#### Aim of the task
Repeat every record exactly as written.

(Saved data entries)
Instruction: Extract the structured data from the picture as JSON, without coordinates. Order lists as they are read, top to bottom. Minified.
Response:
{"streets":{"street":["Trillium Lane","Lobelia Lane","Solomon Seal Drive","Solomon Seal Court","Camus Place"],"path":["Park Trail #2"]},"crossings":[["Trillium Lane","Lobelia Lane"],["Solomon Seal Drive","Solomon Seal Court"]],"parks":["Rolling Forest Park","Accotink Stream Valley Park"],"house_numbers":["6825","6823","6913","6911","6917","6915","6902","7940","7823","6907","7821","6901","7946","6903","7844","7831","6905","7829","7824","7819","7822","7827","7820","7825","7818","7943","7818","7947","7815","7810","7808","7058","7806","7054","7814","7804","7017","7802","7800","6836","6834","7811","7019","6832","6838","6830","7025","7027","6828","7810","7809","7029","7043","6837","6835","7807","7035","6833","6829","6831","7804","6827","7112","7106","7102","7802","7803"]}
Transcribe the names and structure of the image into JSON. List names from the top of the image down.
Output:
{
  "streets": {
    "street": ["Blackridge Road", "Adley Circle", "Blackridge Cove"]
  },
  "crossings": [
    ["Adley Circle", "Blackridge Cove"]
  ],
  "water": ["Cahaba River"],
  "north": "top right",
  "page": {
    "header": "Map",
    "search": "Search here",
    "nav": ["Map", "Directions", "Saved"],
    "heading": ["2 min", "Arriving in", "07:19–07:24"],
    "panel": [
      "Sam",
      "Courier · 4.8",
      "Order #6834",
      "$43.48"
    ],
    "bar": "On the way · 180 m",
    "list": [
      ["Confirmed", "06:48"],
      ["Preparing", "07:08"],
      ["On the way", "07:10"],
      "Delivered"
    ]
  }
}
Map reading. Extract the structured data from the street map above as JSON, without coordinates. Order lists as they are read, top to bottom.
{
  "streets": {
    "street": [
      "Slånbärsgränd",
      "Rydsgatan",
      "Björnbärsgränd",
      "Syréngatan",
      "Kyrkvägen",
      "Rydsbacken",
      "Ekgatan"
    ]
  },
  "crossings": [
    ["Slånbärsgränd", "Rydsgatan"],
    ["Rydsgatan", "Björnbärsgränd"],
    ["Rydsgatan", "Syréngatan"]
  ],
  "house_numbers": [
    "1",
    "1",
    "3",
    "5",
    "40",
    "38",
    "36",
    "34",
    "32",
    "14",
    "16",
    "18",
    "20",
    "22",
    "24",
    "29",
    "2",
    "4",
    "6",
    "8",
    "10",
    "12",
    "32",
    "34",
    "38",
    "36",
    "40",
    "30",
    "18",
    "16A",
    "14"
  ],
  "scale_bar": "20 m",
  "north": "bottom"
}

#### Written solution
Instruction: Extract the structured data from the picture as JSON, without coordinates. Order lists as they are read, top to bottom. Minified.
Response:
{"streets":{"street":["Trillium Lane","Lobelia Lane","Solomon Seal Drive","Solomon Seal Court","Camus Place"],"path":["Park Trail #2"]},"crossings":[["Trillium Lane","Lobelia Lane"],["Solomon Seal Drive","Solomon Seal Court"]],"parks":["Rolling Forest Park","Accotink Stream Valley Park"],"house_numbers":["6825","6823","6913","6911","6917","6915","6902","7940","7823","6907","7821","6901","7946","6903","7844","7831","6905","7829","7824","7819","7822","7827","7820","7825","7818","7943","7818","7947","7815","7810","7808","7058","7806","7054","7814","7804","7017","7802","7800","6836","6834","7811","7019","6832","6838","6830","7025","7027","6828","7810","7809","7029","7043","6837","6835","7807","7035","6833","6829","6831","7804","6827","7112","7106","7102","7802","7803"]}
Transcribe the names and structure of the image into JSON. List names from the top of the image down.
Output:
{
  "streets": {
    "street": ["Blackridge Road", "Adley Circle", "Blackridge Cove"]
  },
  "crossings": [
    ["Adley Circle", "Blackridge Cove"]
  ],
  "water": ["Cahaba River"],
  "north": "top right",
  "page": {
    "header": "Map",
    "search": "Search here",
    "nav": ["Map", "Directions", "Saved"],
    "heading": ["2 min", "Arriving in", "07:19–07:24"],
    "panel": [
      "Sam",
      "Courier · 4.8",
      "Order #6834",
      "$43.48"
    ],
    "bar": "On the way · 180 m",
    "list": [
      ["Confirmed", "06:48"],
      ["Preparing", "07:08"],
      ["On the way", "07:10"],
      "Delivered"
    ]
  }
}
Map reading. Extract the structured data from the street map above as JSON, without coordinates. Order lists as they are read, top to bottom.
{
  "streets": {
    "street": [
      "Slånbärsgränd",
      "Rydsgatan",
      "Björnbärsgränd",
      "Syréngatan",
      "Kyrkvägen",
      "Rydsbacken",
      "Ekgatan"
    ]
  },
  "crossings": [
    ["Slånbärsgränd", "Rydsgatan"],
    ["Rydsgatan", "Björnbärsgränd"],
    ["Rydsgatan", "Syréngatan"]
  ],
  "house_numbers": [
    "1",
    "1",
    "3",
    "5",
    "40",
    "38",
    "36",
    "34",
    "32",
    "14",
    "16",
    "18",
    "20",
    "22",
    "24",
    "29",
    "2",
    "4",
    "6",
    "8",
    "10",
    "12",
    "32",
    "34",
    "38",
    "36",
    "40",
    "30",
    "18",
    "16A",
    "14"
  ],
  "scale_bar": "20 m",
  "north": "bottom"
}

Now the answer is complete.